The logic of running a foreign-policy campaign in 2012

(Qilai Shen - Bloomberg)
If you watched Monday’s GOP debate, you saw that the Republican presidential hopefuls are pretty sure they know what this election is going to be about: the deficit. The size of government. Jobs. But what if they’re wrong?
In 2000, it was pretty clear that the next administration would mainly be caretakers of our peace and prosperity and managers of our surplus. Then came 9/11, and we realized, in retrospect, that the 2000 election was perhaps the most consequential in memory. The 2008 election was supposed to be about Iraq, but late in the game, the financial sector cracked open. We barely hear about our two wars these days. Who’s to say the 2012 candidates have any firmer grasp on what the issue will be next year, or in the second year of their hoped-for terms?

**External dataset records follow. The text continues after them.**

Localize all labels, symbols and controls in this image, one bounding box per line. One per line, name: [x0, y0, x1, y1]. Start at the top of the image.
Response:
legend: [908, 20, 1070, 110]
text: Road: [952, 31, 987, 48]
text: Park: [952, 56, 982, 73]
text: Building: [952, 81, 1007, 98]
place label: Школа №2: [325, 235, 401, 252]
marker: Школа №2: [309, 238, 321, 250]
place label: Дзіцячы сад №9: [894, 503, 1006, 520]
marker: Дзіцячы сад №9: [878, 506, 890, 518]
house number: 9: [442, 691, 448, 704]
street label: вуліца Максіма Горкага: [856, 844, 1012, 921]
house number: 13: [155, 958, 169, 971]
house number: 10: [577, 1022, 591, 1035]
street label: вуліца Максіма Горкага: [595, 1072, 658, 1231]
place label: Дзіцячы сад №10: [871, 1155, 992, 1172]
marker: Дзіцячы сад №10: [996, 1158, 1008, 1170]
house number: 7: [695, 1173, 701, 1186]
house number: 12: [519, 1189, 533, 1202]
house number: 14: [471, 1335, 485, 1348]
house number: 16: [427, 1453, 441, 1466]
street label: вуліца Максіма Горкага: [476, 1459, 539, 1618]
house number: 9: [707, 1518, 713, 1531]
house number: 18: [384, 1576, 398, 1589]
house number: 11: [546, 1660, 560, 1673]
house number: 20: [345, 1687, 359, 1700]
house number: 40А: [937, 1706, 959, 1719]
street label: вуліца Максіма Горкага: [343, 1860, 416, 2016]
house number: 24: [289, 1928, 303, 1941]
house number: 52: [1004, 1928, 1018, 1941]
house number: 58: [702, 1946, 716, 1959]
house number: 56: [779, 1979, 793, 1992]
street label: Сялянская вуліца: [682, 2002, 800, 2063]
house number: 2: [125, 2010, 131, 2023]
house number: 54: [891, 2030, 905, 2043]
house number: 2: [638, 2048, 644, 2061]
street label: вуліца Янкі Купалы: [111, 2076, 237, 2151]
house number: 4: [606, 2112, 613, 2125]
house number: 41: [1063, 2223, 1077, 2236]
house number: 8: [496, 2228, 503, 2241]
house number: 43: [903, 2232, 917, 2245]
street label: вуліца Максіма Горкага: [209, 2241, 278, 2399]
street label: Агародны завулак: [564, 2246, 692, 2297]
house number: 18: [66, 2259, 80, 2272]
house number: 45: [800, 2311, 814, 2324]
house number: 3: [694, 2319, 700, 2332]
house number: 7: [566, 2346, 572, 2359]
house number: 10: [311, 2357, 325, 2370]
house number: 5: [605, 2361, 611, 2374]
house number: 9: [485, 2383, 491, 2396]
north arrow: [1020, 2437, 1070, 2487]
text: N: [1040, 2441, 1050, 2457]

Which is why Jon Huntsman is smart to run a foreign-policy candidacy in a economic-policy moment. Is he likely to win? Nope. But he’s even less likely to win if he tries to run the same candidacy that everyone else is running. By staking out foreign-policy territory when no one else seems particularly interested in the topic, he sets himself up to capitalize on a black-swan crisis that unexpectedly makes foreign policy issue #1 in the presidential campaign, and he also makes himself strong on a set of issues where the other candidates understand themselves to be weak, which increases his value as a potential vice-presidential candidate.